Monday, June 4-Friday, June 8, 2018
École des Hautes Études en Sciences Sociales - USC
Paris, France

What did the revolutions that surged through the Atlantic world from circa 1760 to 1850 have in common? Scholarship on the revolutionary era over the past two decades has dramatically enriched our knowledge of its geographic extent and ideological range. Yet this long-overdue widening of the revolutionary picture has also exacerbated longstanding and fundamental problems in our understanding of the era. Why did revolution become generalized in the Atlantic world during this period? How can we account not only for what these revolutions had in common, but for the ways in which they were diverse or even dissimilar? What, if anything, still makes this period analytically coherent?
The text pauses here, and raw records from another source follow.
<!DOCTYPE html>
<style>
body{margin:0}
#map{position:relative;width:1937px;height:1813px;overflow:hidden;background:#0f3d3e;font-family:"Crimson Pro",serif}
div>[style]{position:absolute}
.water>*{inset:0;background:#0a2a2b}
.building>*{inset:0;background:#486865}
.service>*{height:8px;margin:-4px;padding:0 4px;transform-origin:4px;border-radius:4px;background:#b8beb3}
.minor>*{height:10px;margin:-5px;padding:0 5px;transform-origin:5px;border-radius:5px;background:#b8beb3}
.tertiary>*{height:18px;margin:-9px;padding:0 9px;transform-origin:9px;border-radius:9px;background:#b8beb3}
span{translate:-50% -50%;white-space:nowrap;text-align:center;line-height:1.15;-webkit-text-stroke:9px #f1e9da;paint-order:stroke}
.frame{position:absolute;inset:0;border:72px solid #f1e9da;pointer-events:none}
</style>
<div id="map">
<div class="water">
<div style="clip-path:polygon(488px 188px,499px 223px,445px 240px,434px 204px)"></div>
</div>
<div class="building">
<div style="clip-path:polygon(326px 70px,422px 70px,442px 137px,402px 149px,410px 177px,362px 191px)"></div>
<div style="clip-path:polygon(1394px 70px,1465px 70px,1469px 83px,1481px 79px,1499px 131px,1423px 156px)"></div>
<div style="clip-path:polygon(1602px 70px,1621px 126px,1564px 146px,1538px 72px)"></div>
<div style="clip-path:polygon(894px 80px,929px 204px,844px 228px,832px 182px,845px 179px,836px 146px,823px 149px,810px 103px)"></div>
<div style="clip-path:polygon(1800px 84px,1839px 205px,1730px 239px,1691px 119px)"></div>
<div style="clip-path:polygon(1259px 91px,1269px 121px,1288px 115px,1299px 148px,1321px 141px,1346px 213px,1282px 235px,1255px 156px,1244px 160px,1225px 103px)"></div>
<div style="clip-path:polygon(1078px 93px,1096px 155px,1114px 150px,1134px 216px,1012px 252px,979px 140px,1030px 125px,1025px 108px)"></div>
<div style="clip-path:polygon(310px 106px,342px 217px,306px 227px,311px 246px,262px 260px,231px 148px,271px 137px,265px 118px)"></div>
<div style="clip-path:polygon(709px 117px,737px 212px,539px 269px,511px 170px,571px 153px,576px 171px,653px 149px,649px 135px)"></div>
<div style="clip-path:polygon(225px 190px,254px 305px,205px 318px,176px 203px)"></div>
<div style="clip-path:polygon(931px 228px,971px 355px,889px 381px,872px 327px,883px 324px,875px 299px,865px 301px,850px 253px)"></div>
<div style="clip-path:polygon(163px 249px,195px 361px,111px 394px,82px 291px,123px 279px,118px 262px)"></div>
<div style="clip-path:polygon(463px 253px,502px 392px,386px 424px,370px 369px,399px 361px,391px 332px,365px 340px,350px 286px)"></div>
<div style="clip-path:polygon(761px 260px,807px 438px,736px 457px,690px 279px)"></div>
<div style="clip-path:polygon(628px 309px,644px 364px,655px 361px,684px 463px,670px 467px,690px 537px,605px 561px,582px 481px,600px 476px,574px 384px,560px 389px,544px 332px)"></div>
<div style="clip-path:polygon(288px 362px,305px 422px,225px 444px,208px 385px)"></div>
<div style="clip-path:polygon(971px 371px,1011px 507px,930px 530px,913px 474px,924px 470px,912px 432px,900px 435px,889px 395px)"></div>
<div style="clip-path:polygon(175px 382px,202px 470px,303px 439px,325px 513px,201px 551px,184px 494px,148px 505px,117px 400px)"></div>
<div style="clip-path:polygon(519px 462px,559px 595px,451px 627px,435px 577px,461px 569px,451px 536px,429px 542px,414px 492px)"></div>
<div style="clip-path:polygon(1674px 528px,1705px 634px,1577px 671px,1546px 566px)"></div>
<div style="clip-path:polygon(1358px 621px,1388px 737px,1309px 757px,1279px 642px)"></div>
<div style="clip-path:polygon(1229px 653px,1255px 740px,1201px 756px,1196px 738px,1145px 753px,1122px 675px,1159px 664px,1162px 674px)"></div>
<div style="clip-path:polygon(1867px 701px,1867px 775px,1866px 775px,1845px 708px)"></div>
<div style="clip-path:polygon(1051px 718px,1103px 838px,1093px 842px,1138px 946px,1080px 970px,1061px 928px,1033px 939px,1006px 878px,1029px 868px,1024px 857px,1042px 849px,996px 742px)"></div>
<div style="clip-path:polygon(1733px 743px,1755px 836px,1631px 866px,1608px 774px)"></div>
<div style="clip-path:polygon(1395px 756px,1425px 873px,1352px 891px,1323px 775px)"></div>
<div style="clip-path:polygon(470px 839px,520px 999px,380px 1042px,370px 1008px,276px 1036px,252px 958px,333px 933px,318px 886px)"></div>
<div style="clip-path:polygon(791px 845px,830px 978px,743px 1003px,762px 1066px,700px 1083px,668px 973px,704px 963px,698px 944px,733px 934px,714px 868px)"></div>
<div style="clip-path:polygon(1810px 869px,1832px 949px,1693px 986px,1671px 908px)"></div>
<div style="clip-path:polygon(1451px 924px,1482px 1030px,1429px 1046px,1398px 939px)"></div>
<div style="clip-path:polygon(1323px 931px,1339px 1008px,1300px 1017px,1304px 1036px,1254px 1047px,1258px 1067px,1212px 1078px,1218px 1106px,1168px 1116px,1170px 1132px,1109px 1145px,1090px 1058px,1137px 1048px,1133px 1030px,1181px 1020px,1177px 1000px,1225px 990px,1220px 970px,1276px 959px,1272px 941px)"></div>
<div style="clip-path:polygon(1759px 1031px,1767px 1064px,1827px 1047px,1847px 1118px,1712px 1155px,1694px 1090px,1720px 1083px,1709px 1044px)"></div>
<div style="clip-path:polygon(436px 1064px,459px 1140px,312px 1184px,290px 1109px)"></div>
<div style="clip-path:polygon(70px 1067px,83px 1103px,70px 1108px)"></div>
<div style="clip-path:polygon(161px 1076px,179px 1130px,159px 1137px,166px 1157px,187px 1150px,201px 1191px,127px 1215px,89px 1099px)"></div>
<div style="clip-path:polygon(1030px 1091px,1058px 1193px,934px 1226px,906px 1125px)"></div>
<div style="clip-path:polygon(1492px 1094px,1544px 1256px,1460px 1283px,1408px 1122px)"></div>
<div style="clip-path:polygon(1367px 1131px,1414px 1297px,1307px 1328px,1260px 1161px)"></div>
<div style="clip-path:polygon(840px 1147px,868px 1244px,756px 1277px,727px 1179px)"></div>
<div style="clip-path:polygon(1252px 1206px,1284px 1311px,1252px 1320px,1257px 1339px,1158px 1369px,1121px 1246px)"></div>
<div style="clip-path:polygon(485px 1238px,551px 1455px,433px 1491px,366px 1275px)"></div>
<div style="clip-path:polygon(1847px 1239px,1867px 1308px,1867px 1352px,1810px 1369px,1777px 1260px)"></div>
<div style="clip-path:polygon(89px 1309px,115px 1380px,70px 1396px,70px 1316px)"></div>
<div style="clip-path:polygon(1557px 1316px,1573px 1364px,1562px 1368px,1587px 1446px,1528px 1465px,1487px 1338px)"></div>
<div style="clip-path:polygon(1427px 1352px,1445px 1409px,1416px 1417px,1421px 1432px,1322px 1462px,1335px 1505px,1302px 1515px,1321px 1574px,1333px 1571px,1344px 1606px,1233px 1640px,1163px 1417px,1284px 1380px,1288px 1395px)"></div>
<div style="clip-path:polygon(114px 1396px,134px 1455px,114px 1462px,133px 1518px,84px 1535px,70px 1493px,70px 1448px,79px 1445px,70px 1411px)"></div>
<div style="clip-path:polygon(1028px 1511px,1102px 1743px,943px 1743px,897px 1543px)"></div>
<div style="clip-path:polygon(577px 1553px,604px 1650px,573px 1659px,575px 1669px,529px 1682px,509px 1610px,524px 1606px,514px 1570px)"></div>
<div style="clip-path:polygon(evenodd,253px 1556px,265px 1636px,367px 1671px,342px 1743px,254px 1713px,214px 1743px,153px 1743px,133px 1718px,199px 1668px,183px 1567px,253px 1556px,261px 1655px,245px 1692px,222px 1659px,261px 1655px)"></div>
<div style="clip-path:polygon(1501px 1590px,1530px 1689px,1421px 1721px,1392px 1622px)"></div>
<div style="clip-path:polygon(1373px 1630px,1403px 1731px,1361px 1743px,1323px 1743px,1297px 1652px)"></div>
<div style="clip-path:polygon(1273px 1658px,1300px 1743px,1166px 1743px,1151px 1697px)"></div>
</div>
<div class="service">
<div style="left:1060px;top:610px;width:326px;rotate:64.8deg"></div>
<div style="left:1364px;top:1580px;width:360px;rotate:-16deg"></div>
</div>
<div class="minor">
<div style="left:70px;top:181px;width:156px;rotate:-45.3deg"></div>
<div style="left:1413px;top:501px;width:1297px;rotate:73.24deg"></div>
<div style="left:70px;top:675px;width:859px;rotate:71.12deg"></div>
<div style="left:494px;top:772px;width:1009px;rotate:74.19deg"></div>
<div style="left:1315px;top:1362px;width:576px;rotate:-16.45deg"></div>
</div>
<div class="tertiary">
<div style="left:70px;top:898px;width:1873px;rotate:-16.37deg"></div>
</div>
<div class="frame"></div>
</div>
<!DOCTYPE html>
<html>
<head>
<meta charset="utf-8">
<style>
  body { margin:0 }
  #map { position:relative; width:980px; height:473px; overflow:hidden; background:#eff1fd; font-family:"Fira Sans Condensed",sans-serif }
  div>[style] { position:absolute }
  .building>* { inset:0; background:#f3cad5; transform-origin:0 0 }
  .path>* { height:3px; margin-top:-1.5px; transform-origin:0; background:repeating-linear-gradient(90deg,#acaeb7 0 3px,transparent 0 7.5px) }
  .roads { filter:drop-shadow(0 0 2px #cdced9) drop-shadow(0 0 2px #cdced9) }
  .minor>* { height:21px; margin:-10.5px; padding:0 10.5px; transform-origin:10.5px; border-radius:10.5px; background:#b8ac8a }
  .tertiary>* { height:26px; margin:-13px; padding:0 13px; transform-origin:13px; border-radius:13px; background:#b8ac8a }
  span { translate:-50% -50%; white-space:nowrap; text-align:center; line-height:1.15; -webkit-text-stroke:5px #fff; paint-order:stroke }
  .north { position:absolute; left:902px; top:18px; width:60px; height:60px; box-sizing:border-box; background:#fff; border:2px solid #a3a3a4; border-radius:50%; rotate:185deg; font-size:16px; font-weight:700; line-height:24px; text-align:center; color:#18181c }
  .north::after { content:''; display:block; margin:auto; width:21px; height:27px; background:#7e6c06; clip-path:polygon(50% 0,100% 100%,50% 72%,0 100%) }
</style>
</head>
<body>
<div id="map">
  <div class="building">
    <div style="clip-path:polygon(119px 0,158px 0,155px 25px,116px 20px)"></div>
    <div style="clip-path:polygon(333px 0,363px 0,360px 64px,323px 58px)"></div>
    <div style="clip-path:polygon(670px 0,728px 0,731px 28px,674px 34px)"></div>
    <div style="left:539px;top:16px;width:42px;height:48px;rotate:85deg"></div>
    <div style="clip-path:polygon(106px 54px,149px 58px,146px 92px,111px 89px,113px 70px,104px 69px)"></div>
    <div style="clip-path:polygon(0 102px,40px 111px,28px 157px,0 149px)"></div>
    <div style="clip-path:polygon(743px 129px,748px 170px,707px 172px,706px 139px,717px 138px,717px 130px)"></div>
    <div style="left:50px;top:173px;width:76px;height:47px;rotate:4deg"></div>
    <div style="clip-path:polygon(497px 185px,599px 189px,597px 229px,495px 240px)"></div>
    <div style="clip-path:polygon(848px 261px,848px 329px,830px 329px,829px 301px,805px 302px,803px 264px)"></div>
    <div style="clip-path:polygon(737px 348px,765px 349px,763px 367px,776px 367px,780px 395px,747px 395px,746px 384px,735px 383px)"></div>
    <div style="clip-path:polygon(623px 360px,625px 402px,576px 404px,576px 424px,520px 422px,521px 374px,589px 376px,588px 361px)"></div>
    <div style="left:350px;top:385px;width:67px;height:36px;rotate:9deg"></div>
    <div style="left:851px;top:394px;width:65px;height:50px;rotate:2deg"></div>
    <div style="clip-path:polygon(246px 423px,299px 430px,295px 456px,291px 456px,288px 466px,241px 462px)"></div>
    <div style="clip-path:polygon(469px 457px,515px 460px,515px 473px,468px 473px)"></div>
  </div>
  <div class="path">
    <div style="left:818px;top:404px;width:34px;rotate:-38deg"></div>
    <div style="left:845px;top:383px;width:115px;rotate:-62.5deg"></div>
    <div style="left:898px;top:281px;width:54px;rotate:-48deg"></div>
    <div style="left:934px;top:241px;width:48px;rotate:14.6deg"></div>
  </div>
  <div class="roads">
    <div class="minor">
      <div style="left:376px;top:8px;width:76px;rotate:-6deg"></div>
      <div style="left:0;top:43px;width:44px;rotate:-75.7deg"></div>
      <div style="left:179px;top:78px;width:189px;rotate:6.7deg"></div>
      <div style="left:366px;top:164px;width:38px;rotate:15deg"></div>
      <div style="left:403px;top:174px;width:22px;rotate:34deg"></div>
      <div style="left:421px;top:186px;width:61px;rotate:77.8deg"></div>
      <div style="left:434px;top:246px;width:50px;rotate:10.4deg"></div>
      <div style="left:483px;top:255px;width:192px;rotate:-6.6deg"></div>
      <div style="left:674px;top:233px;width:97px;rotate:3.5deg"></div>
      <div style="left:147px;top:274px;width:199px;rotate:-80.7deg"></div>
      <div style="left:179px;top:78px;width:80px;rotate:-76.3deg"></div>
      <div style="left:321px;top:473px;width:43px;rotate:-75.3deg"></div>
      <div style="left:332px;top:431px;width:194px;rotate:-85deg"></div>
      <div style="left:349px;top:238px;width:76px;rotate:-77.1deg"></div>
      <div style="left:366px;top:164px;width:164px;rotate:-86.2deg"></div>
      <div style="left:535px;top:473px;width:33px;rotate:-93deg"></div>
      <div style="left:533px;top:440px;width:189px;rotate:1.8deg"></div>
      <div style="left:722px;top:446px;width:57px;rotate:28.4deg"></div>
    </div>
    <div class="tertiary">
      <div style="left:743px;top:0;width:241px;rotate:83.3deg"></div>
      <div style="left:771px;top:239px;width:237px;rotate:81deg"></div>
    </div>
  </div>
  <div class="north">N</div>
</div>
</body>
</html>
This five-day faculty-postgrad summer seminar, which brings together specialists working on both the North and South Atlantic and the Old and New Worlds, proposes a collaborative and extended reflection on these questions. The seminar takes as its starting point a broad hypothesis: that there were long-term homologies among political practices around the Atlantic rim, including some that predated European contact, and that these shared patterns were crucial in both producing and shaping the Atlantic revolutions. It aims to begin articulating an alternative model for conceptualizing the Atlantic revolutionary period—one that is polycentric and rooted in the longue durée—but not based on a notion of revolutionary “diffusion” or “contagion.” In so doing, it draws inspiration from recent global and oceanic histories that have made a powerful case for the explanatory power of large-scale legal, cultural, and economic patterns as a basis for transnational analysis.

Call for Participants (doctoral/postdoctoral)

Candidates should send their dossier via email by noon CET on Tuesday, April 10, 2018 to Nathan Perl-Rosenthal and Clément Thibaud at oceanicrootsproject@gmail.com.

The application should be in the form of a single pdf including the following:

  • A cover letter describing a) the candidate’s overall research interests, b) the specificwork in progress being submitted, and c) the relationship of both (a) and (b) to one or more of the conference themes
  • A short CV (three pages maximum), indicating language skills and any publications
  • The current text of a work in progress of roughly 20-35 pages (thesis chapter, article draft, etc.), in one of the seminar’s four languages, which will form the basis for their contribution to the seminar. This need not be a final version.
  • If requesting travel funding ONLY: a brief summary of funding secured, a travel budget, and total amount requested from the seminar
  • In addition to these materials, applicants must request that a letter of recommendation from an advisor or senior colleague be sent to oceanicrootsproject@gmail.com, also by Tuesday, April 10, 2018.

For more details about the seminar and application process, please see the CFP.

This seminar is the opening event of a two-year project, funded jointly by Paris Sciences et Lettres – IRIS Études globales and the USC-Huntington Early Modern Studies Institute, with additional support from the Institut d’études avancées de Paris. The program will include a second international conference scheduled to take place in 2019 in Los Angeles.